Une liste des pays pour lesquels une chimioprophylaxie n’est jamais utile (groupe 0 = pas de paludisme à Rfialciparum) est établie chaque année par le Conseil supérieur d’Hygiène Publique de France. Un recensement des grandes villes et régions pour lesquelles le risque d’exposition est également nul bien qu’elles ne fassent pas partie de pays du groupe 0, doit être disponible. Pour toutes les autres destinations, le jury considère que :
– pour une durée de séjour inférieure à sept jours, une chimioprophylaxie est toujours nécessaire dans les zones où le risque de transmission est élevé ; dans les zones où le risque de transmission est faible, l’intérêt de la chimioprophylaxie peut être discuté selon les conditions de séjour et les possibilités d’accès aux soins lors du retour ;
– pour une durée de séjour supérieure ou égale à sept jours, une chimioprophylaxie est toujours nécessaire.
Quels sont les produits et les posologies recommandés ?
La chimioprophylaxie doit être commencée la veille du départ en ce qui concerne la chloroquine, le proguanil et la doxycycline. Pour la méfloquine, deux doses sont données, l’une 10 jours et l’autre trois jours avant le départ (doses test).
– Adultes sains (tableau I)
– Cas particuliers
- Femmes enceintes : une femme enceinte ne doit se rendre en zone impaludée qu’en cas d’absolue nécessité. Seuls la chloroquine et le proguanil sont autorisés.
- Enfant (tableau Il) : il ne faut emmener des nourrissons ou des jeunes enfants dans une zone impaludée qu’en cas d’absolue nécessité.
- Populations migrantes : Ces sujets, lorsqu’ils se rendent dans leurs pays d’origine, doivent bénéficier de la même chimioprophylaxie que les autres sujets non-immuns.
Quelle est la durée de la chimioprophylaxie ?
Pour les séjours de durée inférieure à trois mois, la chimioprophylaxie doit être maintenue en zone d’endémie et doit couvrir quatre semaines après le retour. Pour les séjours prolongés (durée supérieure à trois mois), ou chez les expatriés la chimioprophylaxie doit être maintenue aussi longtemps que possible. On recommandera aux voyageurs de prendre contact rapidement avec un médecin sur place pour évaluer la pertinence et le rapport bénéfice/risque de la chimioprophylaxie.
Le jury ne retient pas d’argument pour limiter l’utilisation prophylactique de la méfloquine à trois mois.

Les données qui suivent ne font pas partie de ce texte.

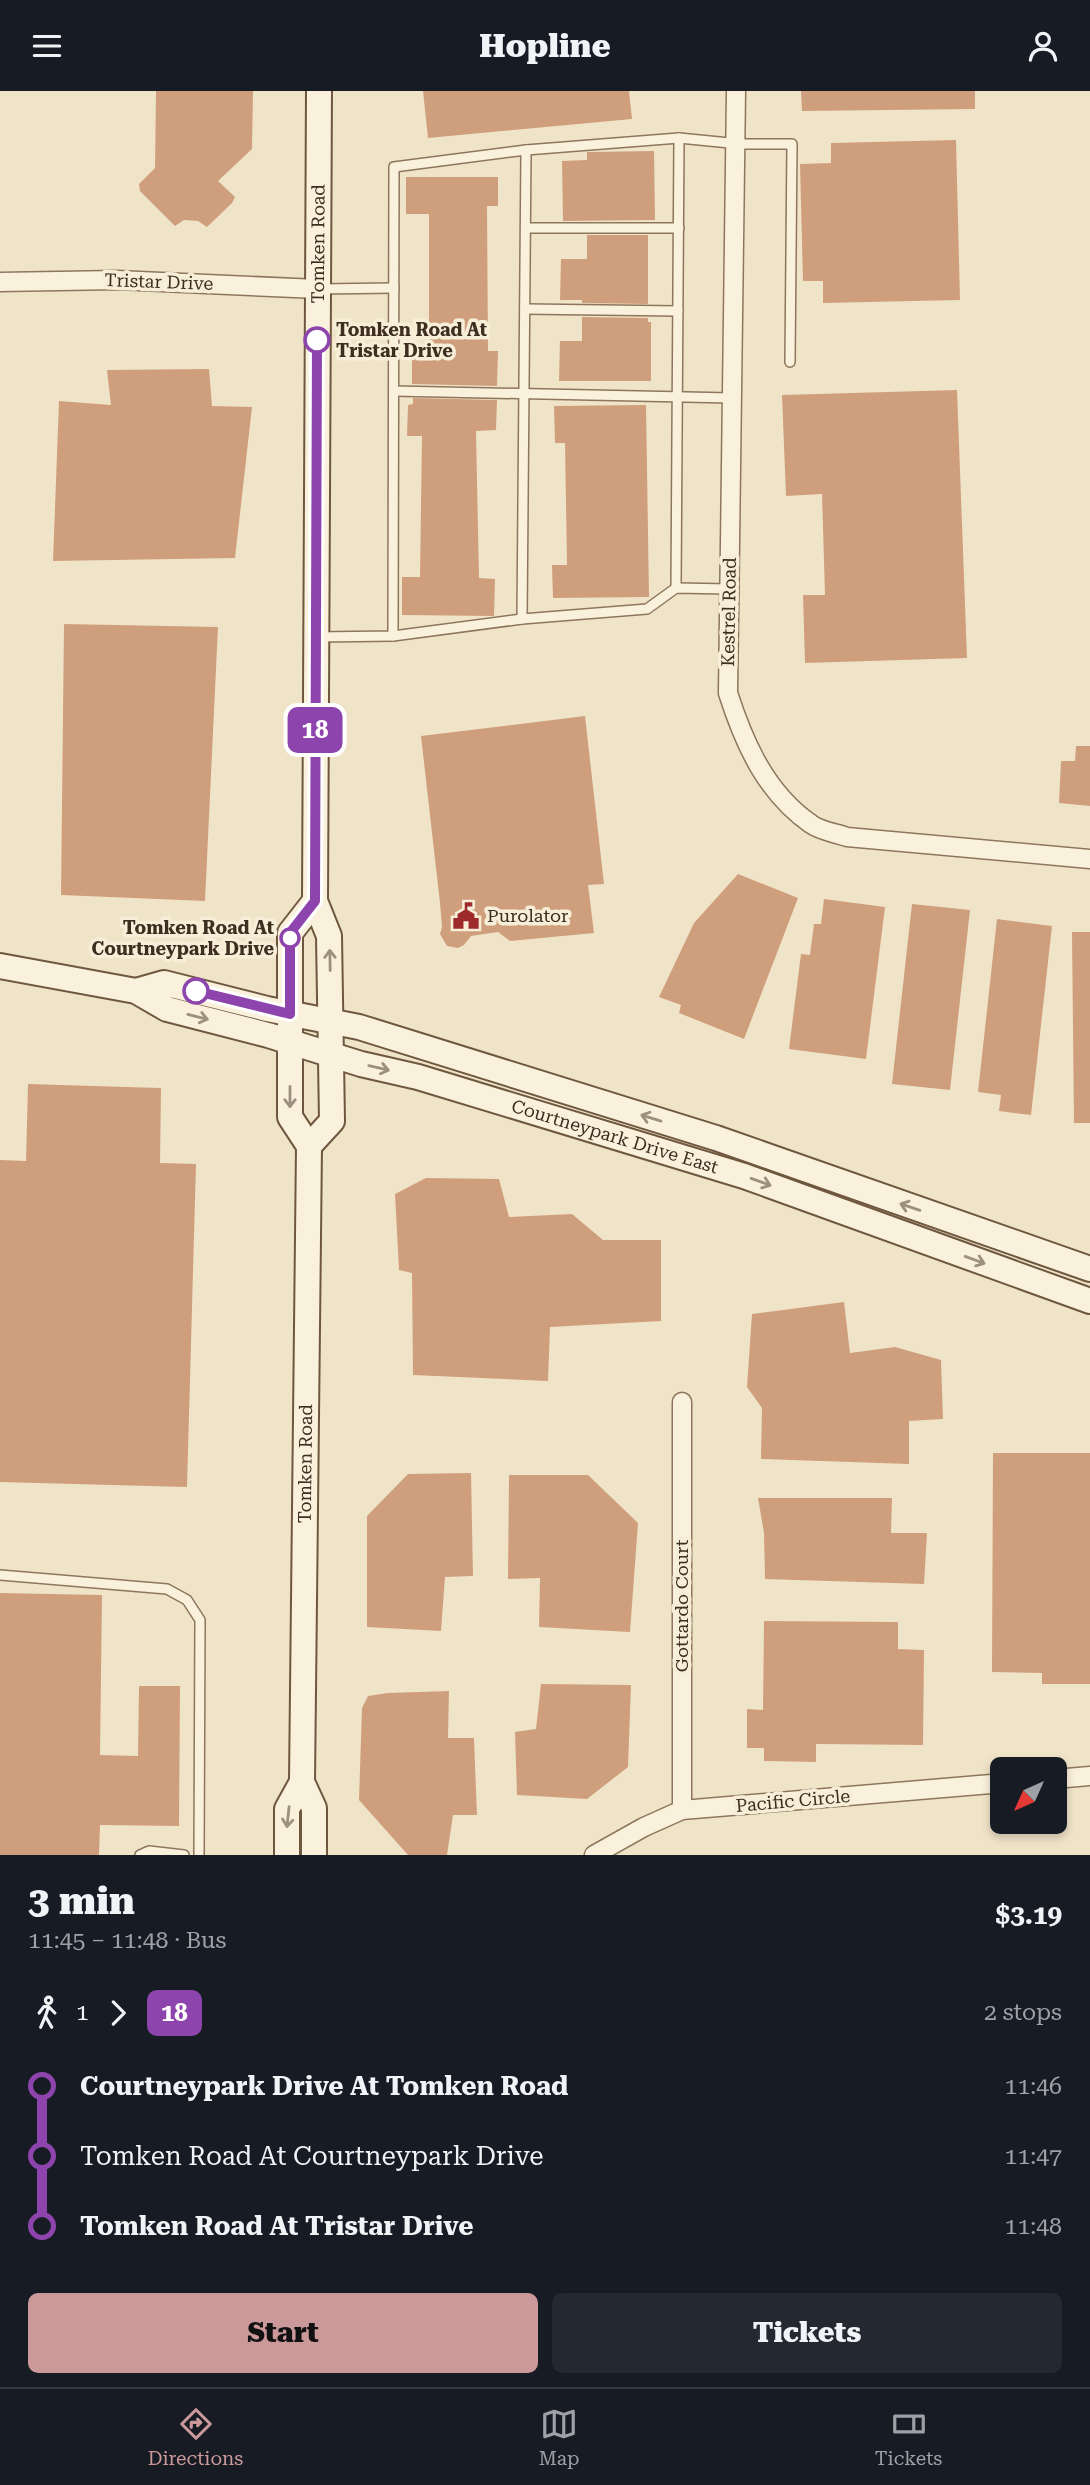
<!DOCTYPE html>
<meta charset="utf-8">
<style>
body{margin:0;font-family:"Roboto Serif",serif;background:#242831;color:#f1f3f6;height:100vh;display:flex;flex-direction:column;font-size:26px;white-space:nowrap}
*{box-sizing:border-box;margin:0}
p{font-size:23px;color:#9ea1a6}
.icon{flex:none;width:38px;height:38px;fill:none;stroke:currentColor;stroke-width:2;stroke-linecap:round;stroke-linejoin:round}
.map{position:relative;height:1764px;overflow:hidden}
.panel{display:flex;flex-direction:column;background:#171b24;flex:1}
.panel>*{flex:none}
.badge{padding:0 14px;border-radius:10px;font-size:24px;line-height:46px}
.needle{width:46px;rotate:225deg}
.buttons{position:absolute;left:990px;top:1666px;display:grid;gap:14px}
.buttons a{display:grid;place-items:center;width:77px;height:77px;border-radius:10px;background:#171b24;box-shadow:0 4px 10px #0003;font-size:35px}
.map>.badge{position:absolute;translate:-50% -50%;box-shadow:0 0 0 4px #fff}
.legs{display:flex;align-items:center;gap:10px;height:77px;padding:0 28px;font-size:23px}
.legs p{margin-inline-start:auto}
.overview{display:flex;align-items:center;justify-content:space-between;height:119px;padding:0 28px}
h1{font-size:38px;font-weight:800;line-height:52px}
.cta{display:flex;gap:14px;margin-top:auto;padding:14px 28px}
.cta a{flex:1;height:80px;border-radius:10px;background:#cc999b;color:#111;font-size:28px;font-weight:800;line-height:80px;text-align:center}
.cta a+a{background:#242831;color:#f1f3f6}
ul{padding:0 28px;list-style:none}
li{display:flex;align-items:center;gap:24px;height:70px;font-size:26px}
li i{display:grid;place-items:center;width:10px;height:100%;margin:0 9px;background:currentColor}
li i::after{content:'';width:18px;height:18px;margin:-9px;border:5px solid;border-radius:50%;background:#171b24}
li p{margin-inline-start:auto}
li:first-child i{background:linear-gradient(#0000 50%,currentColor 0)}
li:last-child i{background:linear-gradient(currentColor 50%,#0000 0)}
header{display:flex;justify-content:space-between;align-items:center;height:91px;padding:0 28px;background:#171b24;font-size:32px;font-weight:800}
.tab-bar{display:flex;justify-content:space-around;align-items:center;height:98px;border-top:2px solid #363941;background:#171b24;font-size:19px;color:#9ea1a6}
.tab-bar a{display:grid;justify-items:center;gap:4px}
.tab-bar .active{color:#cc999b}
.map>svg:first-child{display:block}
</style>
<header><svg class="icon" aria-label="menu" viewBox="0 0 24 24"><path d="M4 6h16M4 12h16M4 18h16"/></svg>Hopline<svg class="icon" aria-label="person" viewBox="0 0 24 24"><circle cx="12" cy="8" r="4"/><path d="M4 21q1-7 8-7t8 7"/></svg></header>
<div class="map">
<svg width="1090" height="1764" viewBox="0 0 1090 1764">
<rect width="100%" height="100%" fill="#f0e4c8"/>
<!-- building -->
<g fill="#cf9f7d">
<polygon points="156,0 253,0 252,58 218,90 235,106 232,112 207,136 198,130 184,129 175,135 140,100 139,93 155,77"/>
<polygon points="423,0 629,0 632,28 428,47"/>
<polygon points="801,0 975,0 975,18 802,20"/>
<polygon points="956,49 960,209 823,212 823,190 803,190 800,73 831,72 831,52"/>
<polygon points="654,60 655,129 563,130 562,70 587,69 587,61"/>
<polygon points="406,86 498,86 498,115 487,115 488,260 498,260 497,295 412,293 412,256 429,256 429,123 406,123"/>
<polygon points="587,144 648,144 648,213 582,212 582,209 560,209 561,168 587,168"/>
<polygon points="582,226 648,227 648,231 651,231 651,290 559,290 560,250 582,250"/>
<polygon points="209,278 212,315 252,316 235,467 53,470 59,310 111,314 107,279"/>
<polygon points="957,299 967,567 805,572 803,504 825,504 822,403 786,405 782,304"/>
<polygon points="413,307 497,309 496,339 476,340 479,487 495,488 494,525 402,524 402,486 420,486 422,345 407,345 408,314 413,313"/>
<polygon points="646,314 649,506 553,507 552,474 567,474 565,352 555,352 554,315"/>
<polygon points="64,533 218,536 205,810 61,804"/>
<polygon points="585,625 604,793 588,794 594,842 510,850 498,841 471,845 464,854 458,857 447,855 440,843 442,836 440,812 421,645"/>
<polygon points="1076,655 1090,655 1090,715 1059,712 1061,670 1075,670"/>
<polygon points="738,783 798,807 744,948 679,922 681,914 659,906 694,832"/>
<polygon points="824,808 885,816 866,968 789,958 801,863 810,864 814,833 821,833"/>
<polygon points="912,813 970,819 950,999 892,993"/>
<polygon points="997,828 1052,835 1031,1024 999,1020 1001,1004 978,1001"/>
<polygon points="1072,841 1090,841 1090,1032 1074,1032"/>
<polygon points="28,993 161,997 160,1072 196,1073 187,1396 0,1391 0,1069 26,1070"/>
<polygon points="426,1087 499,1088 509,1126 572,1123 603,1149 661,1149 661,1230 550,1236 548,1290 413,1284 412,1182 399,1179 395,1103"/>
<polygon points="844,1211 850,1262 895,1256 941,1269 943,1328 909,1330 909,1373 761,1368 762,1317 747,1296 752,1223"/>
<polygon points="993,1362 1090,1362 1090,1593 1042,1593 1042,1582 992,1581"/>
<polygon points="471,1382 473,1485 445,1486 441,1540 367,1536 367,1425 408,1383"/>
<polygon points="509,1384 588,1384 638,1432 630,1541 539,1536 540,1487 508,1488"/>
<polygon points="758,1407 892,1407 891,1442 927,1442 924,1493 765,1488 764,1442"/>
<polygon points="0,1502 102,1504 100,1664 138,1665 139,1595 180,1595 179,1735 100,1734 99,1764 0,1764"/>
<polygon points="764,1530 898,1531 898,1558 924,1559 923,1654 816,1653 816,1671 764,1670 764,1657 747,1657 747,1618 763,1619"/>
<polygon points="541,1593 631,1594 628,1676 587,1708 517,1704 515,1641 536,1638"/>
<polygon points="449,1600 448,1647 474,1647 477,1724 453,1724 447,1764 408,1764 359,1709 362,1617 368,1605 388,1602"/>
</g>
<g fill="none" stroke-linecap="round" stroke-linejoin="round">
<defs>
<g id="lane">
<polyline points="526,137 679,137"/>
<polyline points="319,198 394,197"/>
<polyline points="525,218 678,220"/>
<polyline points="394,300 732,307"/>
<polyline points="676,497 679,47"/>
<polyline points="522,528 526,59"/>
<polyline points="393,545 394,76 526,59 679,47 740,53 792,53 790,271"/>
<polyline points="317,546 393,545 522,528 647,518 676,497 729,498"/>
<polyline points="0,1484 167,1498 187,1509 200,1529 199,1764"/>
<polyline points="140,1764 149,1760 184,1764"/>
</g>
<g id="street">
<path d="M736 0 728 602C744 652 766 702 811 733 820 740 836 742 847 746L1090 768"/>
<polyline points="0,191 117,189 318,198"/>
<polyline points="682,1311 682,1719"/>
<polyline points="1055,1688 1090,1685"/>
<polyline points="594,1764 644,1736 682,1719 1003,1692"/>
</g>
<g id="secondary">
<path id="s1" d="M0 875 136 900 167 918 268 944 361 973 418 986 744 1085 1090 1210"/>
<polyline points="136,900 164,892 267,918 359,936 716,1047 1090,1178"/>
<path id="s2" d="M309 1055 332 1030 329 845 315 810 319 0"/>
<polyline points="287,1764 287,1718 302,1691"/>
<path id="s3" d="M314 1764V1717L302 1691 309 1055 290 1026V842L315 810"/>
</g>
</defs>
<!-- lane casing -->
<use href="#lane" stroke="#8d765c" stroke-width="12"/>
<!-- street casing -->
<use href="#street" stroke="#8d765c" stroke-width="21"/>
<!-- secondary casing -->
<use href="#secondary" stroke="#6f573f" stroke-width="28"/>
<!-- lane -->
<use href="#lane" stroke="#faf1dc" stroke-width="9"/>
<!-- street -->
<use href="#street" stroke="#faf1dc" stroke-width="18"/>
<!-- secondary -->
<use href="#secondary" stroke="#faf1dc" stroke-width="24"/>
</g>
<!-- one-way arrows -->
<defs><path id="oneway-shaft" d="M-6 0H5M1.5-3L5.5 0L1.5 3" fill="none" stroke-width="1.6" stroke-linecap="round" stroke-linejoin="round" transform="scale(1.75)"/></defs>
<g stroke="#9c907e">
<use href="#oneway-shaft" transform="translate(330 869) rotate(-91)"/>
<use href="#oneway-shaft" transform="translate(198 926) rotate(14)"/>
<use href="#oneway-shaft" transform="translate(379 977) rotate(13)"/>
<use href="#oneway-shaft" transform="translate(290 1006) rotate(90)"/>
<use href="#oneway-shaft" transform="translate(651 1027) rotate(-163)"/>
<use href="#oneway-shaft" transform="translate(761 1091) rotate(20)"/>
<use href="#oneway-shaft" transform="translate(910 1116) rotate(-161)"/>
<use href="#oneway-shaft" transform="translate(975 1169) rotate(20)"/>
<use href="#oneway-shaft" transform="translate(288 1726) rotate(96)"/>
</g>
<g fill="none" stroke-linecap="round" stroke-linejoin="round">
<defs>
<polyline id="line-1" points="196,900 290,923 290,842 315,810 317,249"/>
</defs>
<!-- line-1 casing -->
<use href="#line-1" stroke="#fff" stroke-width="16"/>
<!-- line-1 -->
<use href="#line-1" stroke="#8e44ad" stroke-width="10"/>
</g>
<!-- icons -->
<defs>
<symbol id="civic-bare" viewBox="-9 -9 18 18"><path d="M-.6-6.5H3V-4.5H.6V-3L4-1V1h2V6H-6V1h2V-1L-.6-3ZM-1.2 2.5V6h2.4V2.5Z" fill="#9e2a2b" stroke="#f7eed8" stroke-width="2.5" paint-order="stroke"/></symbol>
</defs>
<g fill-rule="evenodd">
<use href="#civic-bare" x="447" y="806" width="38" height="38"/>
</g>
<!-- markers -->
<g fill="#fff" stroke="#8e44ad" stroke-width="3.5">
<circle cx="317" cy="249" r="12"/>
<circle cx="290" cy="847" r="9"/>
<circle cx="196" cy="900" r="12"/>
</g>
<g text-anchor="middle" stroke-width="7" stroke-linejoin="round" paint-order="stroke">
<!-- street labels -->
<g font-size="18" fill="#3d2e20" stroke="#f7eed8">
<text dy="6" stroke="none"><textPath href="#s2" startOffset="914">Tomken Road</textPath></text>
<text transform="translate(159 191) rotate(2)" y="6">Tristar Drive</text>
<text transform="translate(729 521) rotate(-89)" y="6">Kestrel Road</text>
<text dy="6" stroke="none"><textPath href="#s1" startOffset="640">Courtneypark Drive East</textPath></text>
<text dy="6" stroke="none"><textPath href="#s3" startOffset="394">Tomken Road</textPath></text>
<text transform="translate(682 1515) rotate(-90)" y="6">Gottardo Court</text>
<text transform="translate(793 1710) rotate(-5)" y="6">Pacific Circle</text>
</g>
<!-- stop labels -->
<g font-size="18" font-weight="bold" fill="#3d2e20" stroke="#f7eed8" text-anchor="start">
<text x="336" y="245">Tomken Road At<tspan x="336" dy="21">Tristar Drive</tspan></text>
<text x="274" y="843" text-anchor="end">Tomken Road At<tspan x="274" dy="21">Courtneypark Drive</tspan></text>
</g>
<!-- poi labels -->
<g font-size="18" fill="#3d2e20" stroke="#f7eed8" text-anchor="start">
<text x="487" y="831">Purolator</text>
</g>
</g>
</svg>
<div class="buttons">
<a><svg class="needle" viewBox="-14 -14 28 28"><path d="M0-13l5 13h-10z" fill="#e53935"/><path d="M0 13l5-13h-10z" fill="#9ea1a6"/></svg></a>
</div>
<b class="badge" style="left:315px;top:639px;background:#8e44ad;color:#fff">18</b>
</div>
<section class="panel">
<div class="overview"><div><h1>3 min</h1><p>11:45 – 11:48 · Bus</p></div><b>$3.19</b></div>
<div class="legs"><svg class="icon" aria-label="walk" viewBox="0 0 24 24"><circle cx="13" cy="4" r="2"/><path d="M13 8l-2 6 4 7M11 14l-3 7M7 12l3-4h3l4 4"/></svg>1<svg class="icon" aria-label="forward" viewBox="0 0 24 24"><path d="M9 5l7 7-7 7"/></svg><b class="badge" style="background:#8e44ad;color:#fff">18</b><p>2 stops</p></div>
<ul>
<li><i style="color:#8e44ad"></i><b>Courtneypark Drive At Tomken Road</b><p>11:46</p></li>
<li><i style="color:#8e44ad"></i><span>Tomken Road At Courtneypark Drive</span><p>11:47</p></li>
<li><i style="color:#8e44ad"></i><b>Tomken Road At Tristar Drive</b><p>11:48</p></li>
</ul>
<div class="cta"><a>Start</a><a>Tickets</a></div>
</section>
<nav class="tab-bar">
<a class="active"><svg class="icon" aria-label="directions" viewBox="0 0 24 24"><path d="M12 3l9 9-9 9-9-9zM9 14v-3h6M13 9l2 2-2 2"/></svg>Directions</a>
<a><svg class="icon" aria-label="map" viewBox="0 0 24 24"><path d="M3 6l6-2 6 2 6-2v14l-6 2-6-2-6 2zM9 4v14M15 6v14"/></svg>Map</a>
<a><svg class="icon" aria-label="tickets" viewBox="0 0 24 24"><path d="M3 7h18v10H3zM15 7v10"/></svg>Tickets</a>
</nav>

Chez les sujets ayant reçu un traitement curatif après leur retour par quinine (sept jours), méfloquine ou halofantrine, aucune chimioprophylaxie complémentaire n’est nécessaire en l’absence de nouvelle exposition.
Place du traitement de réserve
Le traitement de réserve doit être limité aux voyageurs en situation d’isolement les mettant à plus de 12 heures d’une structure de soins.
Même en cas d’autotraitement, le voyageur doit être informé de la nécessité d’un avis médical rapide.
Le jury considère que les seules molécules utilisables sont par ordre de préférence la quinine orale, la méfloquine et l’association pyriméthamine-sulfadoxine. La doxycycline associée à la quinine est conseillée quand il existe un risque de polychimiorésistance.